But I'm feeling the lock-in accumulate. Each project adds uv-specific configs, CI assumes uv behavior, team gets used to uv workflows. The GitHub Action is convenient, so we use it. The resolver is better, so we depend on it.
We've watched this movie before. Great developer tool becomes indispensable, then business realities hit. Even Google dropped "don't be evil." The enshittification pattern is well-documented: be good to users until they're locked in, then squeeze. Not saying Astral will - they seem genuinely focused on developer experience.
But that's what everyone says in the first few years.
What's your approach here? Are you building abstraction layers? Keeping alternative workflows tested? Just accepting that you'll deal with migration if/when needed?
I keep adopting uv because it's the right technical choice, but I'm uneasy about having no real fallback plan if things change direction in 2-3 years. The better the tool, the deeper the eventual lock-in.
A lot of people are calling for Python to just bless the tool officially, distribute it with Python etc. (which is a little strange to me given that it's also promoted as a way to get Python!) — the way people talk about uv, makes it seem hard to get people to care even if that did happen.
Regardless, I feel strongly that everyone who cares about distributing their code and participating in the ecosystem should take the time to understand the underlying infrastructure of venvs, wheels/sdists, etc.
A big part of what uv has accomplished for Python is rapidly implementing new standards like PEP 723 and PEP 751 — rather, they were AFAICT well underway on the implementations while the standards were being finalized, and the Astral team have also been important figures in the discussion. Those standards will persist no matter what Astral decides to do as a company.
And for what it's worth, pip actually is slowly, inexorably improving. It just isn't currently in a position to make a clean break from many of the things holding it back.
> What's your approach here? Are you building abstraction layers?
The opposite: I'm sticking with more focused tools (including the ones I'm making myself) and the UNIX philosophy. PAPER is scoped to implement a lot of useful tools for managing packages and environments, but it's still low-level (and unlike Pip, I'm starting with an explicit API). It won't manage a project for you, won't install Python, will have no [tool] config in pyproject.toml... it's really intended as a user tool, with overlapping uses for developers. On the other side, bbbb is meant to hook everything up so that you can run a build step (unlike Flit), choose which files are in the distribution, have all the wheel book-keeping taken care of... but things like locating or invoking a compiler are out of scope. A full dev toolchain would include both, plus some kind of Make-like system (I have a vague design for one), a build front-end (`build` works fine except that it's hard-coded to use either pip or uv to make environments, so I might make a separate PAPER plugin...), an uploader (`twine` is fine, really!) and probably your own additional scripts according to personal preference.

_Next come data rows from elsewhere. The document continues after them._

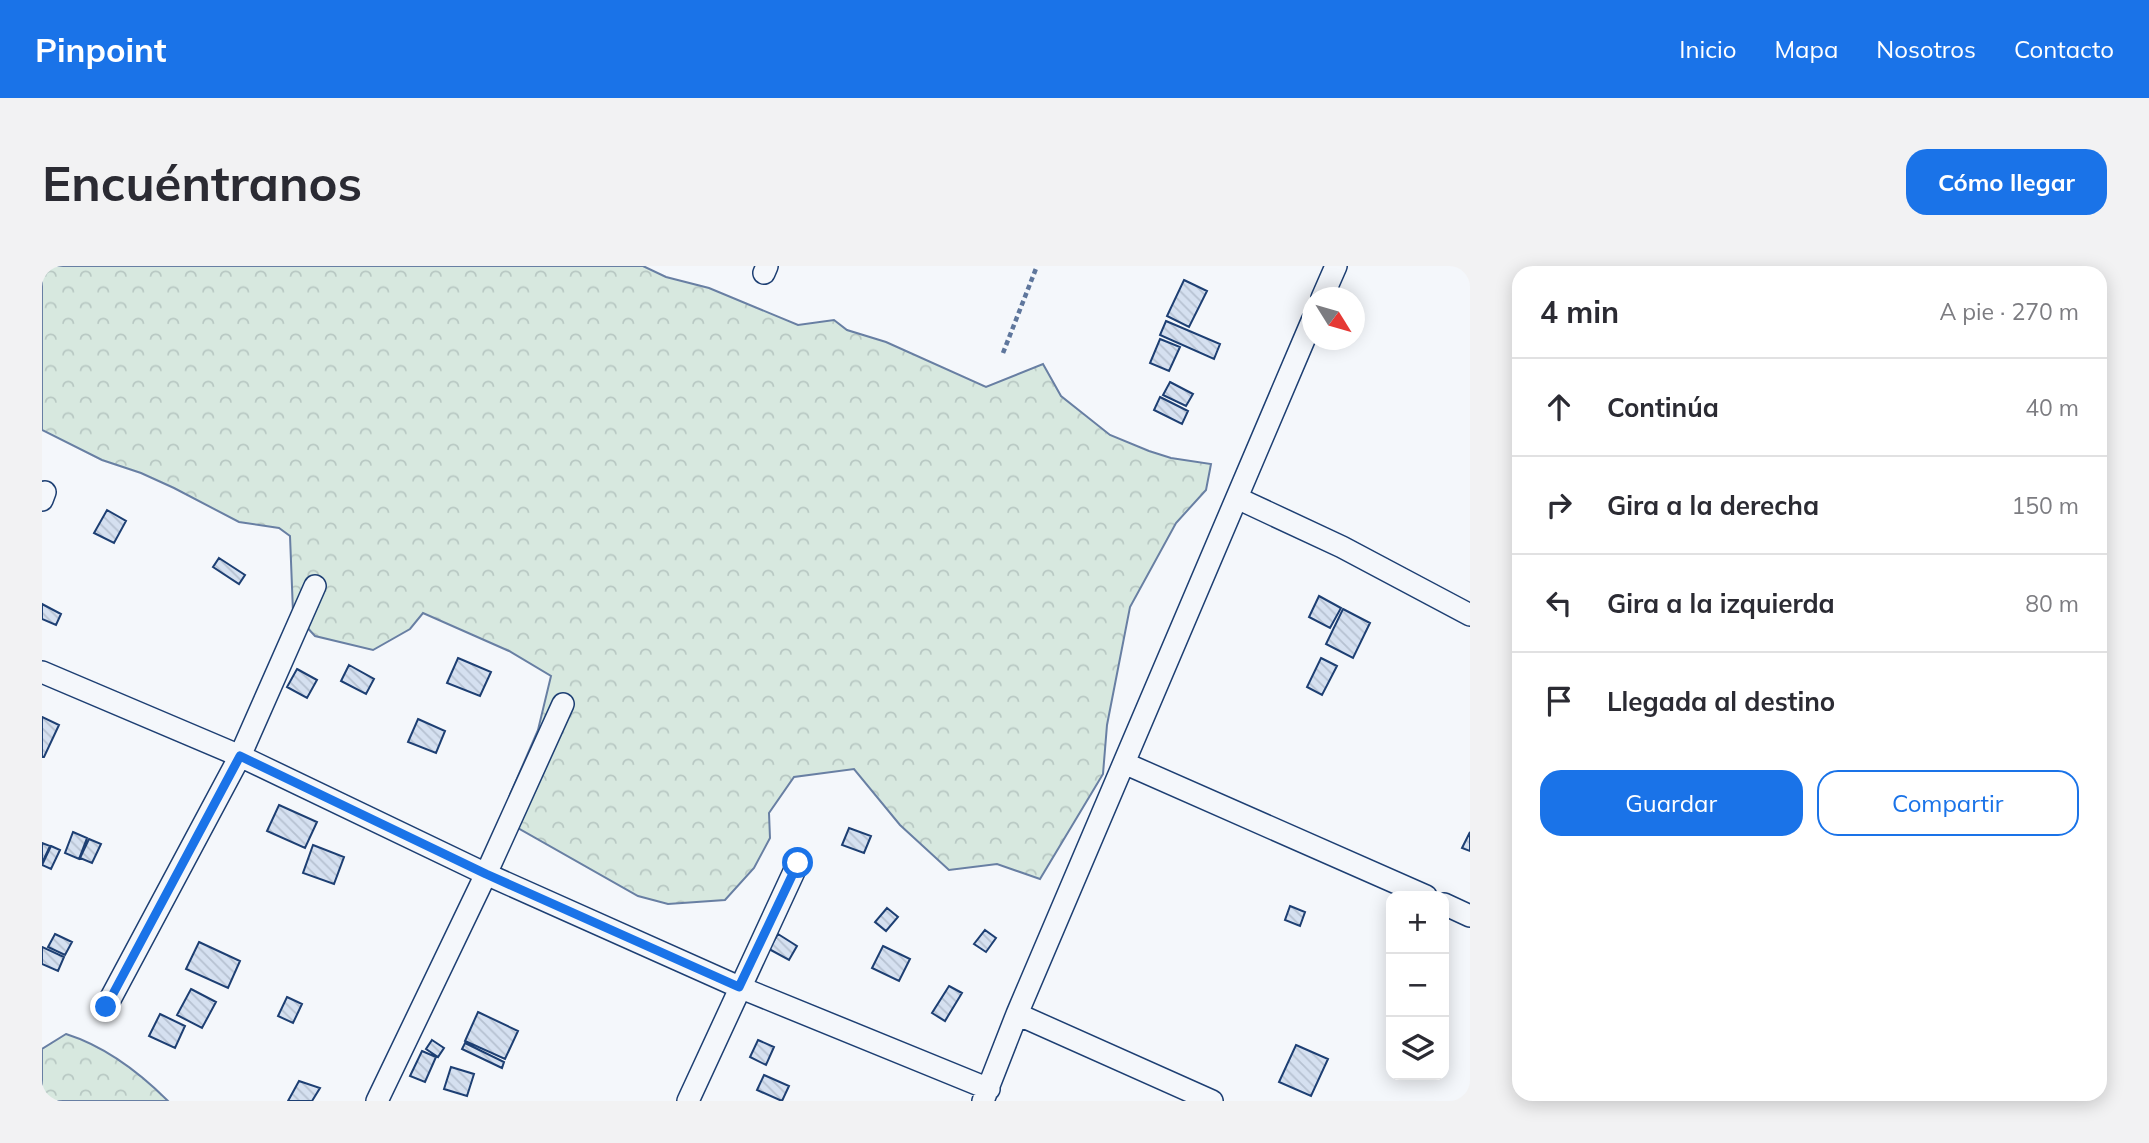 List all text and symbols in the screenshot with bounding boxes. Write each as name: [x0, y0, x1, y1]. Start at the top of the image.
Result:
text: Pinpoint: [35, 29, 167, 70]
text: Inicio: [1679, 34, 1736, 64]
text: Mapa: [1774, 34, 1838, 64]
text: Nosotros: [1876, 34, 1976, 64]
text: Contacto: [2014, 34, 2114, 64]
button: Cómo llegar: [1906, 149, 2107, 215]
text: Encuéntranos: [42, 152, 362, 213]
north arrow: [1302, 287, 1365, 350]
text: 4 min: [1540, 293, 1619, 331]
text: A pie · 270 m: [1939, 297, 2079, 326]
icon: ahead: [1540, 388, 1578, 426]
text: Continúa: [1607, 391, 1719, 424]
text: 40 m: [2025, 393, 2079, 422]
icon: right: [1540, 486, 1578, 524]
text: Gira a la derecha: [1607, 489, 1819, 522]
text: 150 m: [2011, 491, 2079, 520]
icon: left: [1540, 584, 1578, 622]
text: Gira a la izquierda: [1607, 587, 1835, 620]
text: 80 m: [2025, 589, 2079, 618]
icon: arrive: [1540, 682, 1578, 720]
text: Llegada al destino: [1607, 685, 1835, 718]
button: Guardar: [1540, 770, 1803, 836]
button: Compartir: [1817, 770, 2079, 836]
route start: [782, 847, 813, 878]
map controls: [1386, 891, 1449, 1080]
button: +: [1386, 891, 1449, 954]
button: −: [1386, 954, 1449, 1017]
route end: [90, 991, 121, 1022]
button: layers: [1386, 1017, 1449, 1080] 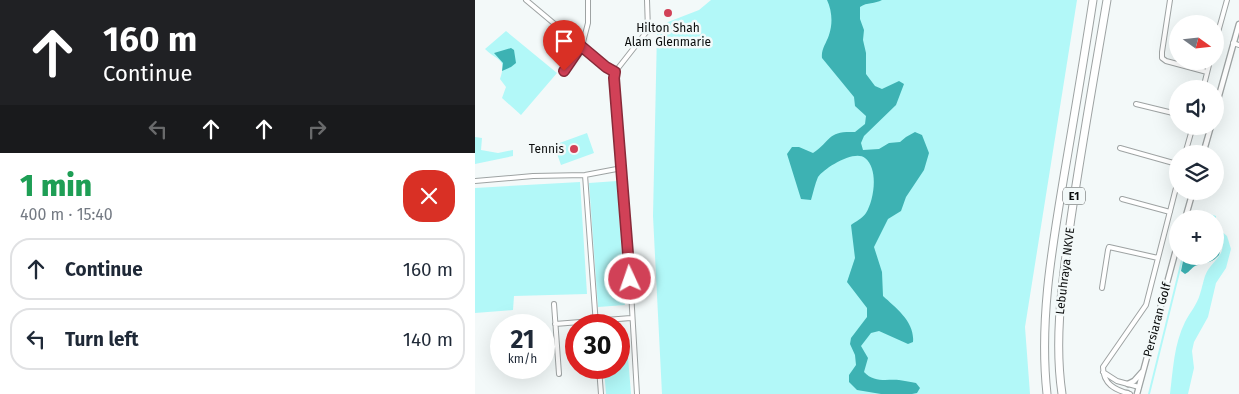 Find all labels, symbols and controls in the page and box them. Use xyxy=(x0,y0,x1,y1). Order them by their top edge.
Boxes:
marker: Hilton Shah Alam Glenmarie xyxy=(662,7,674,19)
north arrow xyxy=(1169,15,1224,70)
map controls xyxy=(1169,15,1224,265)
text: 160 m xyxy=(103,18,197,60)
icon: ahead xyxy=(20,20,85,85)
pin xyxy=(543,20,585,71)
place label: Hilton Shah Alam Glenmarie xyxy=(625,21,711,49)
icon: arrive xyxy=(550,27,578,55)
text: Continue xyxy=(103,60,192,87)
button: sound xyxy=(1169,80,1224,135)
icon: left xyxy=(144,115,172,143)
icon: ahead xyxy=(197,115,225,143)
icon: ahead xyxy=(250,115,278,143)
icon: right xyxy=(303,115,331,143)
place label: Tennis xyxy=(529,142,564,156)
marker: Tennis xyxy=(568,143,580,155)
button: layers xyxy=(1169,145,1224,200)
text: 1 min xyxy=(20,168,92,204)
button: close xyxy=(403,170,455,222)
road number: E1 xyxy=(1063,188,1085,205)
text: 400 m · 15:40 xyxy=(20,205,113,224)
button: + xyxy=(1169,210,1224,265)
street label: Lebuhraya NKVE xyxy=(1053,227,1077,315)
position arrow xyxy=(603,252,655,304)
icon: ahead xyxy=(22,255,50,283)
text: Continue xyxy=(65,258,143,281)
text: 160 m xyxy=(403,258,453,281)
street label: Persiaran Golf xyxy=(1140,280,1174,359)
speed limit sign: 30 xyxy=(565,314,630,379)
icon: left xyxy=(22,325,50,353)
text: 21 xyxy=(511,325,534,355)
text: Turn left xyxy=(65,328,139,351)
text: 140 m xyxy=(403,328,453,351)
text: km/h xyxy=(508,352,537,366) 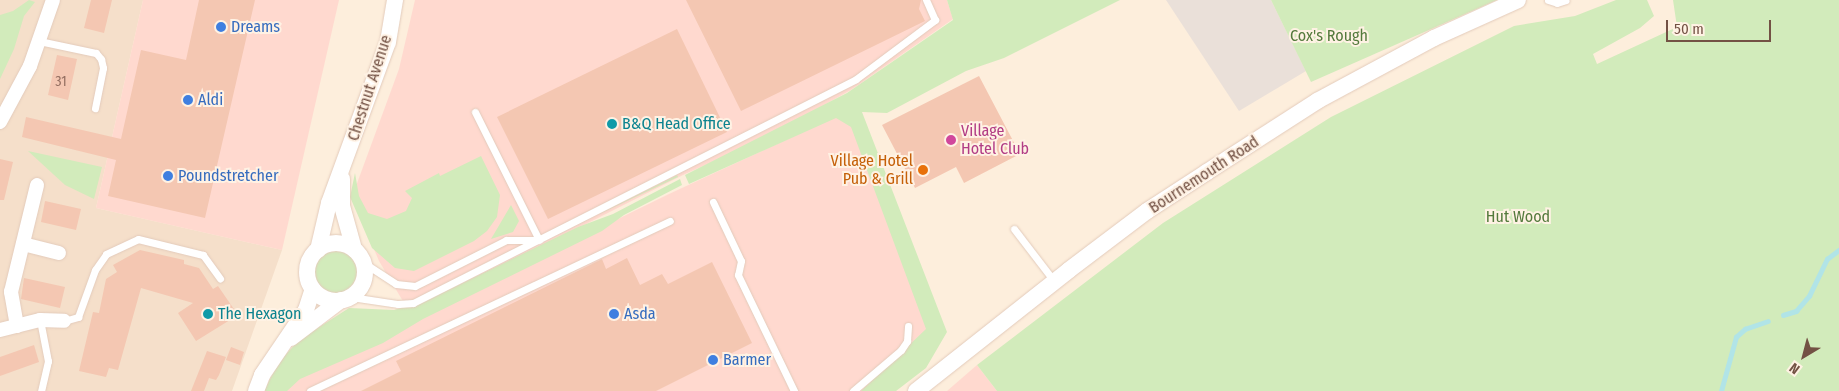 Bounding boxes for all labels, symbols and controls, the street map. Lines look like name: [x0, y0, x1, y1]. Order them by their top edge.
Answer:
scale bar: [1669, 10, 1774, 42]
place label: Dreams: [231, 17, 280, 37]
text: 50 m: [1674, 20, 1704, 38]
marker: Dreams: [215, 21, 227, 33]
park label: Cox's Rough: [1290, 26, 1368, 46]
street label: Chestnut Avenue: [344, 33, 396, 143]
house number: 31: [55, 74, 67, 90]
place label: Aldi: [198, 90, 223, 110]
marker: Aldi: [182, 94, 194, 106]
place label: B&Q Head Office: [622, 114, 731, 134]
marker: B&Q Head Office: [606, 118, 618, 130]
place label: Village Hotel Club: [961, 121, 1029, 159]
street label: Bournemouth Road: [1145, 132, 1263, 218]
marker: Village Hotel Club: [945, 134, 957, 146]
place label: Village Hotel Pub & Grill: [831, 151, 913, 189]
marker: Village Hotel Pub & Grill: [917, 164, 929, 176]
place label: Poundstretcher: [178, 166, 279, 186]
marker: Poundstretcher: [162, 170, 174, 182]
park label: Hut Wood: [1486, 207, 1550, 227]
place label: The Hexagon: [218, 304, 302, 324]
place label: Asda: [624, 304, 656, 324]
marker: The Hexagon: [202, 308, 214, 320]
marker: Asda: [608, 308, 620, 320]
north arrow: [1779, 331, 1829, 381]
place label: Barmer: [723, 350, 771, 370]
marker: Barmer: [707, 354, 719, 366]
text: N: [1786, 359, 1803, 378] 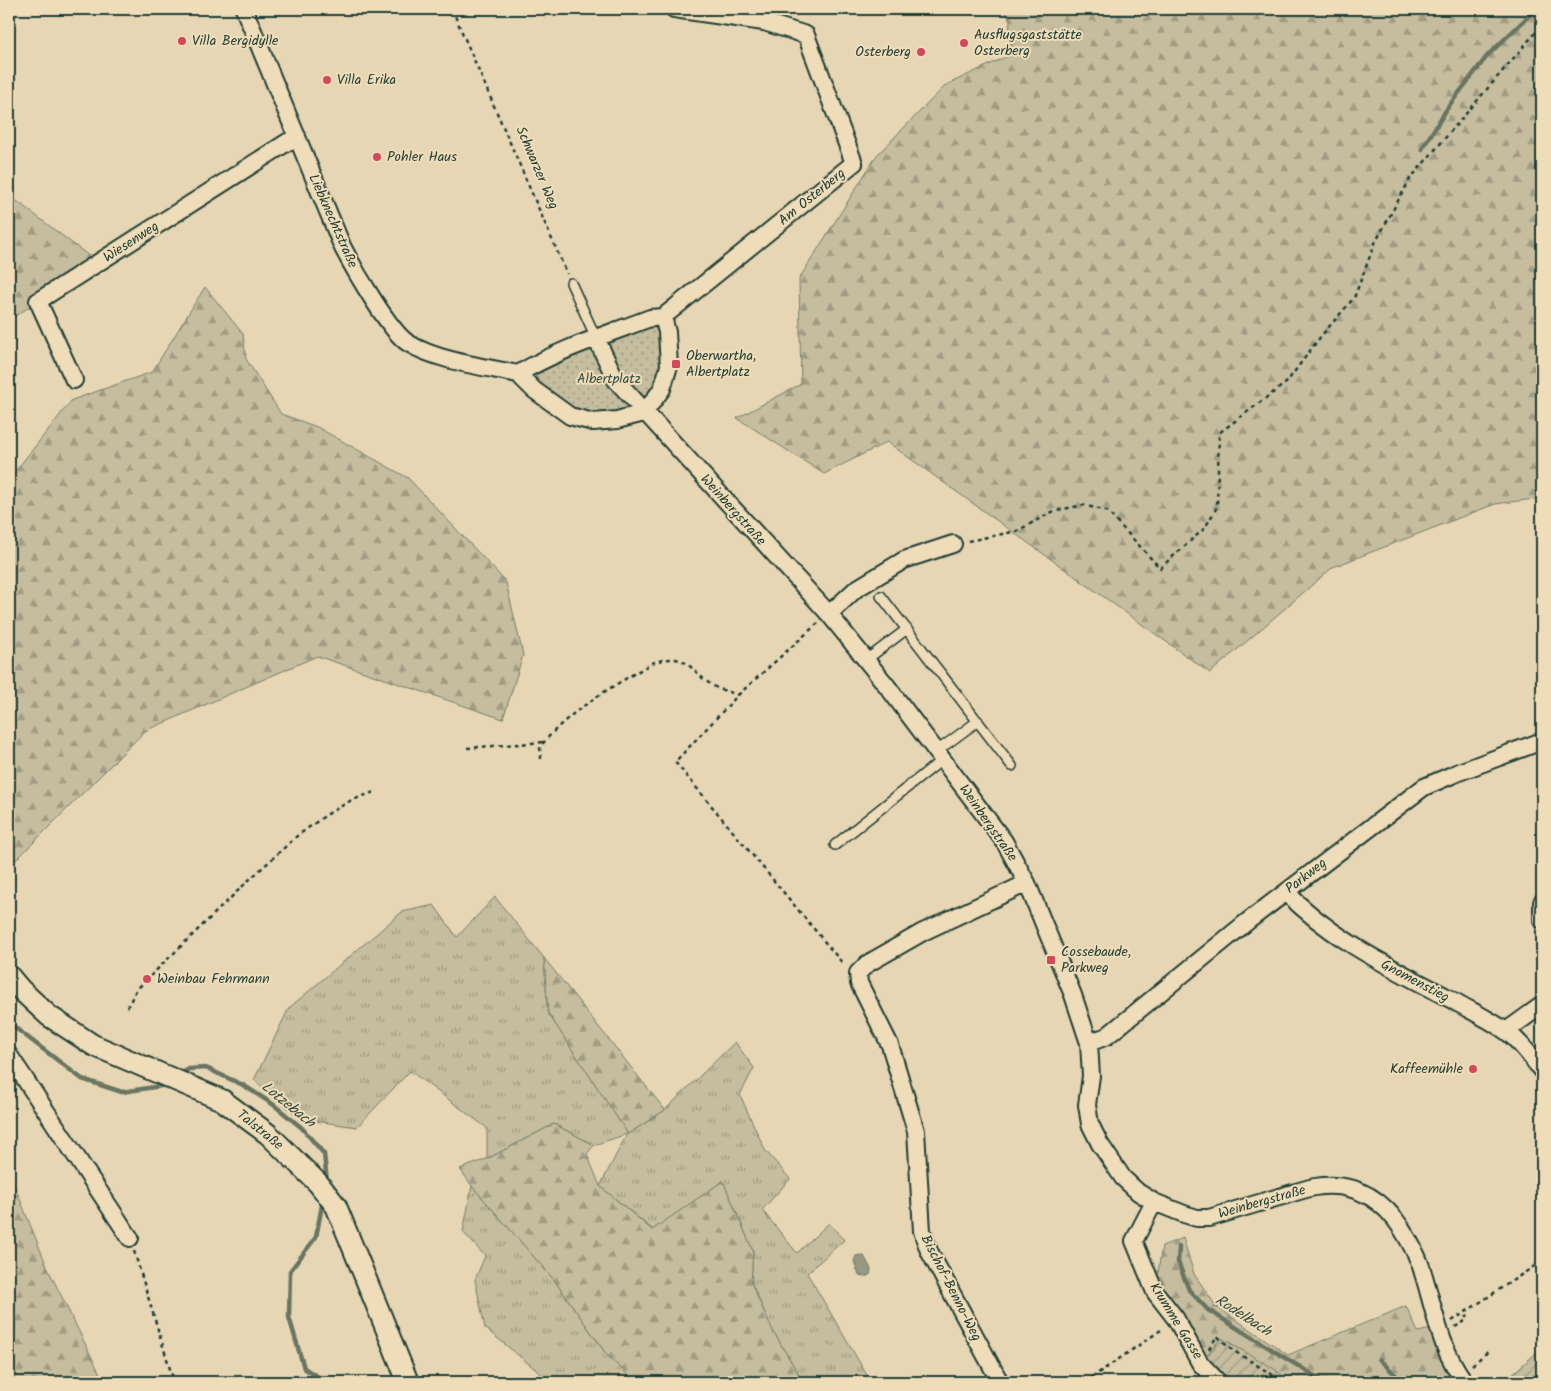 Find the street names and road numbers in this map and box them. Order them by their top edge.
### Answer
street label: Schwarzer Weg [510,123,564,213]
street label: Am Osterberg [774,163,850,231]
street label: Liebknechtstraße [302,170,364,272]
street label: Wiesenweg [99,216,163,268]
street label: Weinbergstraße [695,469,772,551]
street label: Weinbergstraße [953,780,1023,867]
street label: Parkweg [1280,853,1332,899]
street label: Gnomenstieg [1377,954,1453,1008]
street label: Talstraße [232,1104,289,1156]
street label: Weinbergstraße [1216,1179,1309,1225]
street label: Bischof-Benno-Weg [915,1231,987,1345]
street label: Krumme Gasse [1144,1278,1209,1364]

If you are playing around locally, and or uploading to open source like github or pypi, then its fine to use.
For production code that is critical, the entire "build" process needs to be pure local processing/copy - i.e nothing downloaded from the internet, anything that is compiled needs to be done with local tools that are already installed.
I.e for python project deployments, the right way of doing this with containers for is to build a core image where you do run all the install commands that download stuff from the internet, and the actual production build dockerfile involves only copying files to the library locations, and the final run command. You don't need to "build" packages with anything (unless of course your package contains C dependencies, which is a whole nother can of worms).
I think the desire for something like UV comes from the fact that people just don't think about what is going under the hood. Its somewhat understandable if you are a data scientist that just uses python for math, but for people in computer science/engineering, they really should be able to use python as is without any external tools.